The Guardian has launched a new “headnotes” series, as part of its Law blog. The series, which provides a brief and accessible guide to cases of topical interest, is likely to […]
The Guardian has launched a new “headnotes” series, as part of its Law blog. The series, which provides a brief and accessible guide to cases of topical interest, is likely to be of interest to prospective Law students.
The first case to be featured in the series is R (on the application of Gujra) v Crown Prosecution Service. The case involves a challenge to a decision by the Director of Public Prosecutions to take over a private prosecution – that is, criminal proceedings brought by one individual against another – in order to discontinue those proceedings.
Most prosecutions are brought by the state, in the form of the Crown Prosecution Service. But if the CPS decides not to prosecute – either because it thinks there is insufficient evidence or because it thinks the public interest does not warrant prosecution – it may be open to an individual citizen to do so. In Gujra, the DPP took over the proceedings (in which Mr Gujra alleged he had been the victim of criminal assaults) and discontinued them on the ground that there was not thought to be a realistic prospect of conviction.

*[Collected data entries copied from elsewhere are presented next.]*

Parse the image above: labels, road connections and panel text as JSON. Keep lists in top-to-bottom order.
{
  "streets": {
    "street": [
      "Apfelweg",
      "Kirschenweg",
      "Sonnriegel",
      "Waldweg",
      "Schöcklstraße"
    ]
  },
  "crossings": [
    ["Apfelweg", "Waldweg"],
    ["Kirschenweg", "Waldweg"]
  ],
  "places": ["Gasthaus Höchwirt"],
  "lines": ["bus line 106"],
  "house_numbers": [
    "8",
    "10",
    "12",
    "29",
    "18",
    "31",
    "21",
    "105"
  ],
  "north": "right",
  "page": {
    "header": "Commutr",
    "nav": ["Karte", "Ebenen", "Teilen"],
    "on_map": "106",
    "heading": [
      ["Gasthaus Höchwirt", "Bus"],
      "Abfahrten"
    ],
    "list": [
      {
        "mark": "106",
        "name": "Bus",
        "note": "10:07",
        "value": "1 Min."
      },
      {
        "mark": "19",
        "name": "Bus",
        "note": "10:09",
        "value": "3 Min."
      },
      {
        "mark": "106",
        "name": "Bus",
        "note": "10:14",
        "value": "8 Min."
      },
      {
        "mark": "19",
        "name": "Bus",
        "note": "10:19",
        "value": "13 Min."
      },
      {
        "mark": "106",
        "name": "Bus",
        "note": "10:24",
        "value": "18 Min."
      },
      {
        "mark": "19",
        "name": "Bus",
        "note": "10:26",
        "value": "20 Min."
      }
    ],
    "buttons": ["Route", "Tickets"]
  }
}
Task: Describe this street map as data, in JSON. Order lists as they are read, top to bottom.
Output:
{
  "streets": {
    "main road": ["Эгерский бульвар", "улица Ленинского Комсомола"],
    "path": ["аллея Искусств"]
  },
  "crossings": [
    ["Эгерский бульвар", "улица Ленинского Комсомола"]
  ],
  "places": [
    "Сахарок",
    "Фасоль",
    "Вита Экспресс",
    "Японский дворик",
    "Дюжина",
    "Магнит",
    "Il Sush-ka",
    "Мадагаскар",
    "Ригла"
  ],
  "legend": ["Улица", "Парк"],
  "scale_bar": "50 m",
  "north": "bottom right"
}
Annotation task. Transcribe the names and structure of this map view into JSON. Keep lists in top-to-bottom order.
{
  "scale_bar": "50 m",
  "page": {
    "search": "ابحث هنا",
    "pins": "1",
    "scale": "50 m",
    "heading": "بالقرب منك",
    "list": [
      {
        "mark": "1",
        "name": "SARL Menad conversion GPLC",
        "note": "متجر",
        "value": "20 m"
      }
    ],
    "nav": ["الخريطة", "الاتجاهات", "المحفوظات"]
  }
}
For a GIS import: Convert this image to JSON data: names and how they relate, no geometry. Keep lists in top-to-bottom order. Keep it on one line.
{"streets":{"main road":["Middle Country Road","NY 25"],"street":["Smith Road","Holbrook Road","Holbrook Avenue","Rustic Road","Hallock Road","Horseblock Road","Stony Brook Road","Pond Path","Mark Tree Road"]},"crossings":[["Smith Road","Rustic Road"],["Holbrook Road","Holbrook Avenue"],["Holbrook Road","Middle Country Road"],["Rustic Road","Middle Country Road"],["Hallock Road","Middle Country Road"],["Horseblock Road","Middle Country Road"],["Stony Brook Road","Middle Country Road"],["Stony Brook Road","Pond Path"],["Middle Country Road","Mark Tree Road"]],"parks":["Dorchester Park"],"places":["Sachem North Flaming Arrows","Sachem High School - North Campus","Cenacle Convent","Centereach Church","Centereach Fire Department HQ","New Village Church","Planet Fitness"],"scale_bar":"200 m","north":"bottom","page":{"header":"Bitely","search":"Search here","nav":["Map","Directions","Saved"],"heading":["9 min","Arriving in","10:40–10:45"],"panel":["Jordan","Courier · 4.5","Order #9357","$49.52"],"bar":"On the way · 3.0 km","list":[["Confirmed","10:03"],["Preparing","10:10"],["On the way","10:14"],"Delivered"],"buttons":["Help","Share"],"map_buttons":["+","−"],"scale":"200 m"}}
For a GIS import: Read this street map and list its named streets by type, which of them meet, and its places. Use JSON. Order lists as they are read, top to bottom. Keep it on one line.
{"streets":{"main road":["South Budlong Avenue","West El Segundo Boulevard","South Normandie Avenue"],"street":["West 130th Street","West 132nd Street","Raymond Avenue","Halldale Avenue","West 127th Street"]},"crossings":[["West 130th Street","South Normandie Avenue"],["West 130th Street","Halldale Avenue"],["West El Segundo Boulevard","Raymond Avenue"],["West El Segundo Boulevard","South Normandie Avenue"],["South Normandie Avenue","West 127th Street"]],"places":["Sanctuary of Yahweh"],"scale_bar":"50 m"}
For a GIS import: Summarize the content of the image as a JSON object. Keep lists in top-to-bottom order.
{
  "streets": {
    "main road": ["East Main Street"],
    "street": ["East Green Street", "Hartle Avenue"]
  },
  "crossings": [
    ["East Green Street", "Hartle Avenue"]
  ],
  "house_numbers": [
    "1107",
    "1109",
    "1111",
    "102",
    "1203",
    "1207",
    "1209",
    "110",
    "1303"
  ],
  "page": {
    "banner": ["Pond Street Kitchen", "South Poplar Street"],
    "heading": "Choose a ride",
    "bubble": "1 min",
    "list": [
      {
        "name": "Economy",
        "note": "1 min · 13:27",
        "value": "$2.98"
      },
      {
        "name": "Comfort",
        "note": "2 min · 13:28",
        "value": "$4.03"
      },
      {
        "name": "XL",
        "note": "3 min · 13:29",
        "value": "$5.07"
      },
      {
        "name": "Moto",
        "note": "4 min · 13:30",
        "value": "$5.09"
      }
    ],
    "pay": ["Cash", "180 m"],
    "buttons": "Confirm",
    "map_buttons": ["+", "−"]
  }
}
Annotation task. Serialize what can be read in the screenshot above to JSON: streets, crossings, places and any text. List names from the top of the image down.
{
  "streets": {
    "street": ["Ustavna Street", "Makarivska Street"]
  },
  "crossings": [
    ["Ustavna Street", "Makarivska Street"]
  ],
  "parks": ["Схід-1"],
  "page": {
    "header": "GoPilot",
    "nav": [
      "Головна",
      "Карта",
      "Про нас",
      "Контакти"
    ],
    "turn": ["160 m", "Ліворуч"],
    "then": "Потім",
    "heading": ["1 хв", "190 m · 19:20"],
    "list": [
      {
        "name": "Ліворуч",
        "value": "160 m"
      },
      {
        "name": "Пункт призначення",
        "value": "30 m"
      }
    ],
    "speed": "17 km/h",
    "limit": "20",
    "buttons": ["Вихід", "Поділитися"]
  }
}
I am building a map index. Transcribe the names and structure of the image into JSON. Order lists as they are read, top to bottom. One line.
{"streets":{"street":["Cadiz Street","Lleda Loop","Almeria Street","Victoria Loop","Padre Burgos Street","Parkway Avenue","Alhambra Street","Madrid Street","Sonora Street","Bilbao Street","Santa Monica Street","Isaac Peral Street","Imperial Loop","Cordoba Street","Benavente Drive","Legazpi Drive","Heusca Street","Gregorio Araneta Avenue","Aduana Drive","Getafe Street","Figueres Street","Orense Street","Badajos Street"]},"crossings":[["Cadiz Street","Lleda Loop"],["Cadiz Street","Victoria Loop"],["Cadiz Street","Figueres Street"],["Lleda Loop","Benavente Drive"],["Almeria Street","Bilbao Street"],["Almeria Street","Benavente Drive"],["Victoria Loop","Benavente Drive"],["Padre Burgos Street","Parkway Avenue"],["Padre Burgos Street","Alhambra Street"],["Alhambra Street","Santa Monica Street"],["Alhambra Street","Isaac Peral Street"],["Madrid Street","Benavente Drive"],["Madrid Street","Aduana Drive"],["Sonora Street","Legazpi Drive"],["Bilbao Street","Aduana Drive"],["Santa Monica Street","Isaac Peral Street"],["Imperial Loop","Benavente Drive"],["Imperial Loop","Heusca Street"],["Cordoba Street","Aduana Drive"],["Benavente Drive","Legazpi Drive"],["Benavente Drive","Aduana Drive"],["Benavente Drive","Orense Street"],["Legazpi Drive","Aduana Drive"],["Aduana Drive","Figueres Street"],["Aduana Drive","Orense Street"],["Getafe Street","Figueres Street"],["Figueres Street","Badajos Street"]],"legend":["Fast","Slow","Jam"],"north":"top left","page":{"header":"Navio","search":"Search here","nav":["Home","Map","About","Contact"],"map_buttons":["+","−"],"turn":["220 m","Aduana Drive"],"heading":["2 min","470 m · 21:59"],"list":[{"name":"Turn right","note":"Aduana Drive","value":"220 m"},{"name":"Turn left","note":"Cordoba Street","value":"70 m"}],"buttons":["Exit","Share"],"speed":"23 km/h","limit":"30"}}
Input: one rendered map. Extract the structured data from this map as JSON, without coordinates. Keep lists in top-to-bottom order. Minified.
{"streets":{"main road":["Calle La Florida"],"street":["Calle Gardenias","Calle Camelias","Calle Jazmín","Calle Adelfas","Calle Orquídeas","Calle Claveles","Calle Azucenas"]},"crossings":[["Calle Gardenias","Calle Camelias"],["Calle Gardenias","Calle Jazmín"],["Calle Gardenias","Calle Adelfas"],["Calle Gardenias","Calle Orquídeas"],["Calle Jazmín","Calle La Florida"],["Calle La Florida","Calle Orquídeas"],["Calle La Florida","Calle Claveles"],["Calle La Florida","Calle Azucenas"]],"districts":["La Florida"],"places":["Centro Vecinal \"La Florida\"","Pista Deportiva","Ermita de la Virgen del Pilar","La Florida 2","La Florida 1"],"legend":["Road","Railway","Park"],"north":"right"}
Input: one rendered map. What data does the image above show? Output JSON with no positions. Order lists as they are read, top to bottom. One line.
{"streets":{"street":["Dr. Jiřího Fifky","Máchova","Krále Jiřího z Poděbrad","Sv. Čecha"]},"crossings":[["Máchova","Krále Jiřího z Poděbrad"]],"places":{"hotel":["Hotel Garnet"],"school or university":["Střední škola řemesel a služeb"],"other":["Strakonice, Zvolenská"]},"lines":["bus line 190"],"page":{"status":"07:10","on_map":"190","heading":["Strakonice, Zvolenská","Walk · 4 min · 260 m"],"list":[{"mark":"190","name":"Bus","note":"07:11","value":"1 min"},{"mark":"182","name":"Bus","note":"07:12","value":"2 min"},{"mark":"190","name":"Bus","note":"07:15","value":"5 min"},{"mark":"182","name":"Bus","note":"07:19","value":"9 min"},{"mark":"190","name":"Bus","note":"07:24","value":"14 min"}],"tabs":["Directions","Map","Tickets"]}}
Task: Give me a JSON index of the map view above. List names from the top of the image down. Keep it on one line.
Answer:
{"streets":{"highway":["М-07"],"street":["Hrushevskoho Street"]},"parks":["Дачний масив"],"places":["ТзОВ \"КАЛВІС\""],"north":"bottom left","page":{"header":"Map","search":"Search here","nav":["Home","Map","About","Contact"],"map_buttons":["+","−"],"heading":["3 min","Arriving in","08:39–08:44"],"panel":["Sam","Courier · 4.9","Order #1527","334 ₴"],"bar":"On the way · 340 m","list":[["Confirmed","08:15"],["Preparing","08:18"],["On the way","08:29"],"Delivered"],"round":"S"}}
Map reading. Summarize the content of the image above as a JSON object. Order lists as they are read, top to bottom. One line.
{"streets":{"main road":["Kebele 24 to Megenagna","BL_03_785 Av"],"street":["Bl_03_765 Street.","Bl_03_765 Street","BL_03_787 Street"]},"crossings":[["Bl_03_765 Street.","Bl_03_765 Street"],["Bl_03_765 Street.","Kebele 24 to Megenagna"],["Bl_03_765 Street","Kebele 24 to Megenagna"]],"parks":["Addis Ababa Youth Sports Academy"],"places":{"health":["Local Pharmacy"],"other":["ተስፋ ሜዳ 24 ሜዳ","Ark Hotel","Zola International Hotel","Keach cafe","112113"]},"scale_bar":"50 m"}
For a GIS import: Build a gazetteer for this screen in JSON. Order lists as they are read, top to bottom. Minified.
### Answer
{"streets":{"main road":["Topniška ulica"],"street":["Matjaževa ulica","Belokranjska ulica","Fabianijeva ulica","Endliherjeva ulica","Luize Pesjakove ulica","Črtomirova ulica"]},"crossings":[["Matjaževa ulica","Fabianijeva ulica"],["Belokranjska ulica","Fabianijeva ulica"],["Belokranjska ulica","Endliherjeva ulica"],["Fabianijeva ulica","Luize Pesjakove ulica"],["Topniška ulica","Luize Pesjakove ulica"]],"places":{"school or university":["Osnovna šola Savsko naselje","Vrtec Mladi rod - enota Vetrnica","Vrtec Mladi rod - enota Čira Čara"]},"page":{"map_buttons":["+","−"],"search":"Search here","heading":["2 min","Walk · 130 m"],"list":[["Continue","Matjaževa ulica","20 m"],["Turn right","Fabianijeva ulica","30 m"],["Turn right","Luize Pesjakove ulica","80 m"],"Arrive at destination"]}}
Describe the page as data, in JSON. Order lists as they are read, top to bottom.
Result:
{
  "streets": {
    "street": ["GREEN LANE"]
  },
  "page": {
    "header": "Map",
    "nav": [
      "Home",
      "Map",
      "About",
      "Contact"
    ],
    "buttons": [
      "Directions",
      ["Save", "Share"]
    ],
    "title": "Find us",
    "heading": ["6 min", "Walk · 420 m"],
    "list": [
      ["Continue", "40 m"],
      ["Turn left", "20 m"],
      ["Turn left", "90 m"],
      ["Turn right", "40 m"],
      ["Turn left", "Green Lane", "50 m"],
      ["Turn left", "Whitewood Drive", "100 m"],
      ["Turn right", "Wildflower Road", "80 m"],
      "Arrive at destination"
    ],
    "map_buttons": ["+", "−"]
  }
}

This raises an important question about the extent to which the state – in the person of the DPP – should be permitted to halt private prosecutions. As Lord Mance observed in Jones v Whalley  UKHL 41, “[t]he right of private prosecution operates and has been explained at the highest level as a safeguard against wrongful refusal or failure by public prosecuting authorities to institute proceedings”. It thus provides – as the Guardian piece puts it – “a safety net against failures, refusals and wrongdoing on the part of those whose job it is to bring public prosecutions”. When the Supreme Court decides the Gujra case, this will help to determine more precisely the extent of that “safety net”.